»»

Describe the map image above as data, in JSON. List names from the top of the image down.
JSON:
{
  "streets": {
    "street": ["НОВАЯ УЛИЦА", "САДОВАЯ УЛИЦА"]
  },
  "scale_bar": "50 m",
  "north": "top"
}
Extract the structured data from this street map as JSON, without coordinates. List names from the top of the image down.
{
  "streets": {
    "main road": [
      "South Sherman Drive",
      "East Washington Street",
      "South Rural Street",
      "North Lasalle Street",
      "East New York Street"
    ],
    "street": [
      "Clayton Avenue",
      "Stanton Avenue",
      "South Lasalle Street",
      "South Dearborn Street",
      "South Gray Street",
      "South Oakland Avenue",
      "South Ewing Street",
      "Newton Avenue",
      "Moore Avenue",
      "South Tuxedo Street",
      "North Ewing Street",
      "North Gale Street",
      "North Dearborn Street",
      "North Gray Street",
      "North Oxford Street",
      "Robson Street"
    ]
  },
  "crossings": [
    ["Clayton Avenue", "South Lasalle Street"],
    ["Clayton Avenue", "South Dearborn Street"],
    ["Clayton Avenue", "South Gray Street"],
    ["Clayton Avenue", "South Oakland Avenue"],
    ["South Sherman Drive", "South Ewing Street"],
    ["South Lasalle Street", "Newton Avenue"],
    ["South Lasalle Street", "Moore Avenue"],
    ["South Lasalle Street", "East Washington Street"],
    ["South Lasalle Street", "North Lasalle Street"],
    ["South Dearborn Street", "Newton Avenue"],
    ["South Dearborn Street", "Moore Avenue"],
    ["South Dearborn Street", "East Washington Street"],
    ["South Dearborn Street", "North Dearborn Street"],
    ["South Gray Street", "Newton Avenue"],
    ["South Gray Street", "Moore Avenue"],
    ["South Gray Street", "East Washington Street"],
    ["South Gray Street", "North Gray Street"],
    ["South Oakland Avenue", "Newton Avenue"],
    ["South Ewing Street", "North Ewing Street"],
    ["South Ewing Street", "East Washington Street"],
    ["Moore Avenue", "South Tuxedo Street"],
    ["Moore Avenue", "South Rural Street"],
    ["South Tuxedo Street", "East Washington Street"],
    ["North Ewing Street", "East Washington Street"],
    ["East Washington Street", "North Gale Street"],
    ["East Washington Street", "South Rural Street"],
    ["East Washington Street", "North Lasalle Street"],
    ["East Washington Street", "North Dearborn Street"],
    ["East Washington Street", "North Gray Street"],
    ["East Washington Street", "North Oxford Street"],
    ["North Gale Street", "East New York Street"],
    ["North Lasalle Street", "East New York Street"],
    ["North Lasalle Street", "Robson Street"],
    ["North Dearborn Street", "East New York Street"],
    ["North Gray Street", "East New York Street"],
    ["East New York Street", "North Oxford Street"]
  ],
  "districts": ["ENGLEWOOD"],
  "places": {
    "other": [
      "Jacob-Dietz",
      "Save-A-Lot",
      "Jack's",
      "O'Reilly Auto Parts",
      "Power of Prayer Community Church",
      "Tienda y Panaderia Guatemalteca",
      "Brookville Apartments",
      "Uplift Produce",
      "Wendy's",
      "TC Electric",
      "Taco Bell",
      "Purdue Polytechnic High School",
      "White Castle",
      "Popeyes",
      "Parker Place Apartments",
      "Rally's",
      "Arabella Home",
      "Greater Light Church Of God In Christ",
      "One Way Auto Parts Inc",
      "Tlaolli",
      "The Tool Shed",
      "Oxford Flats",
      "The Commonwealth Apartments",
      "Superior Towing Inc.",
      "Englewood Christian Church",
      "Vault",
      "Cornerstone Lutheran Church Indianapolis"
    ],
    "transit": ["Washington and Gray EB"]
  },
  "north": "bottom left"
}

««

**WHAT IS NEEDED**
Only lines with the word "Clayton" are wanted; pull each of them from the records.

**EXERCISE RESPONSE**
      "Clayton Avenue",
    ["Clayton Avenue", "South Lasalle Street"],
    ["Clayton Avenue", "South Dearborn Street"],
    ["Clayton Avenue", "South Gray Street"],
    ["Clayton Avenue", "South Oakland Avenue"],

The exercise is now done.